デジタルトランスフォーメーション推進における課題解決の事例

デジタルトランスフォーメーションを成功させるためには、課題への具体的な対応策が求められます。これからデジタルトランスフォーメーションに取り組もうとしている場合、課題解決の事例を知っておくと対応策がイメージしやすいでしょう。
以下では、経済産業省の産業保安グループにおける電子化プロジェクトでのデジタルトランスフォーメーションの事例をご紹介します。

経済産業省の産業保安法令手続きの電子化プロジェクト

経済産業省には、電気やガスのインフラ需給の技術基準をチェックし、安全性を確かめるための産業保安グループが設けられています。

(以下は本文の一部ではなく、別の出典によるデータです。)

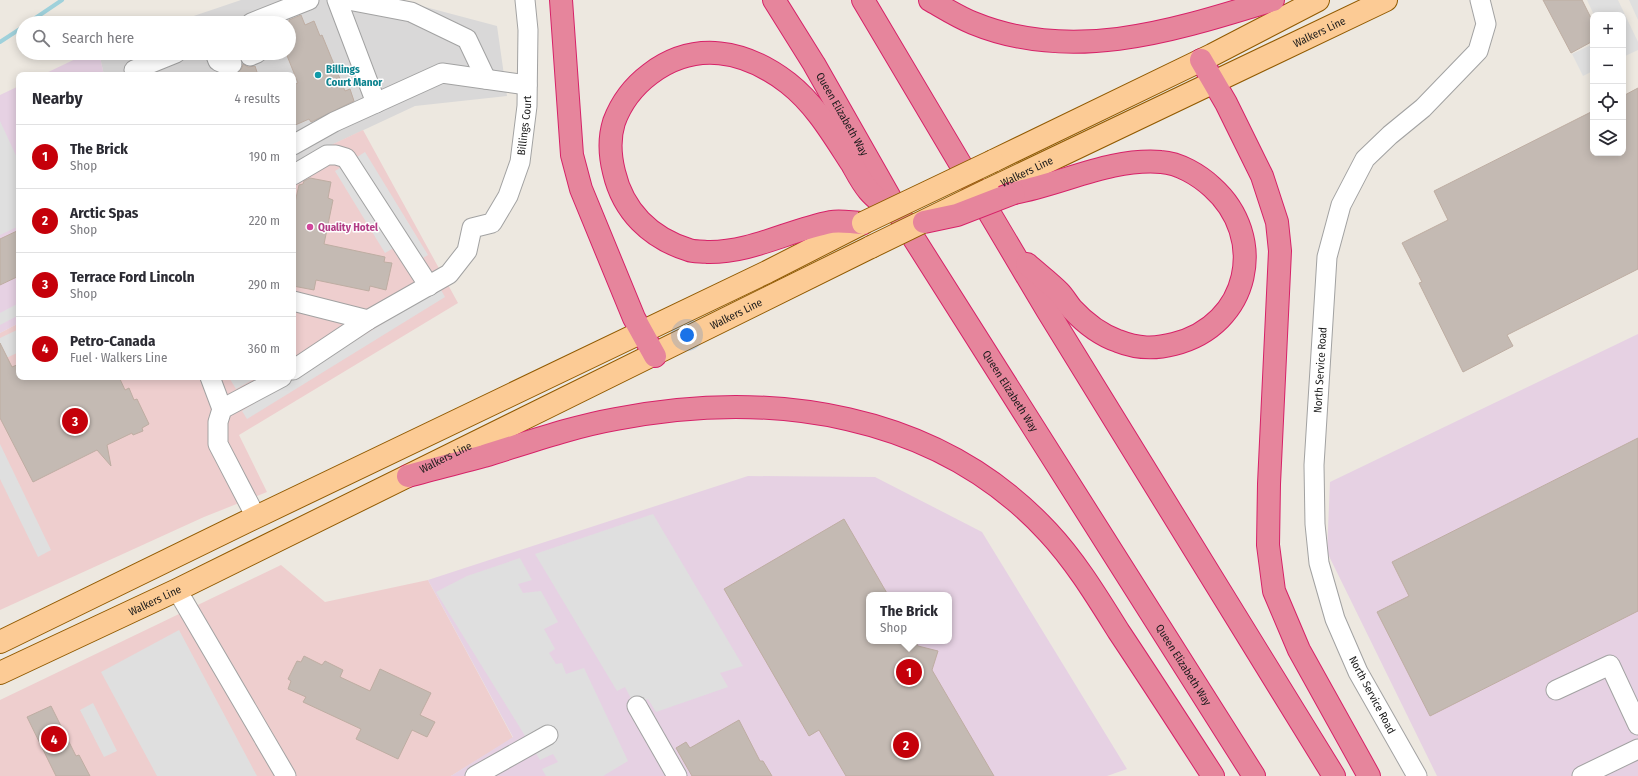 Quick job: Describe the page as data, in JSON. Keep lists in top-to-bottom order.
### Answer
{
  "streets": {
    "highway": ["Queen Elizabeth Way"],
    "main road": ["Walkers Line"],
    "street": ["Billings Court", "North Service Road"]
  },
  "crossings": [
    ["Walkers Line", "Queen Elizabeth Way"]
  ],
  "places": ["Billings Court Manor", "Quality Hotel"],
  "page": {
    "map_buttons": ["+", "−"],
    "search": "Search here",
    "heading": ["Nearby", "4 results"],
    "list": [
      {
        "mark": "1",
        "name": "The Brick",
        "note": "Shop",
        "value": "190 m"
      },
      {
        "mark": "2",
        "name": "Arctic Spas",
        "note": "Shop",
        "value": "220 m"
      },
      {
        "mark": "3",
        "name": "Terrace Ford Lincoln",
        "note": "Shop",
        "value": "290 m"
      },
      {
        "mark": "4",
        "name": "Petro-Canada",
        "note": "Fuel · Walkers Line",
        "value": "360 m"
      }
    ],
    "pins": [
      "3",
      "1",
      "4",
      "2"
    ],
    "popup": ["The Brick", "Shop"]
  }
}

従来、事業者の審査は紙書類をベースに行っており、業務上の大きな負荷になっていました。また、ベテラン職員の経験に大きく依存する業務の属人化も問題視されていました。この問題を解決するための業務効率化の取り組みとして、デジタルトランスフォーメーションに着手したのです。

産業法令手続きの電子化を実現する上で、システムのユーザーである監督部のメンバーにデジタルトランスフォーメーションの重要性を理解してもうらため、プロジェクトの目的を共有しあう合宿を開催しています。監督部とは、申請者(事業者)と相対する現場の職員であり、それまで紙書類の処理によって多くのリソースを割かれていた人員です。電子化プロジェクトメンバーがシステムやプロセスに対して意見を聞かせてほしいというスタンスでいることを伝えると、監督部メンバーから現場での経験をもとに大量のフィードバックが寄せられました。

同じく、システムのユーザーである申請者(事業者)にも細かくヒアリングを行い、想定外のニーズをくみ取っています。このように、徹底的にユーザー視点に立った開発姿勢を貫いたことが、産業保安グループのデジタルトランスフォーメーションが成功した要因です。

直面する課題を理解し、対応策を用意すればデジタルトランスフォーメーションの実現は可能

日本企業、とりわけ中小企業が競争力を強化するために必要な取り組みだと考えられているデジタルトランスフォーメーション。しかし、メリットだけに注目して向こう見ずに推し進めることはおすすめできません。直面する可能性がある課題を分析し、対応策を用意しておかなければ、コストの無駄になってしまうことも十分に考えられます。対応策の立案には、他の企業や行政が行ってきた過去の事例が参考になるはずです。
今回ご紹介した産業保安グループが行った、ユーザー視点に立った取り組みもその一例です。自社が直面する課題を理解し、デジタルトランスフォーメーションの成功を実現しましょう。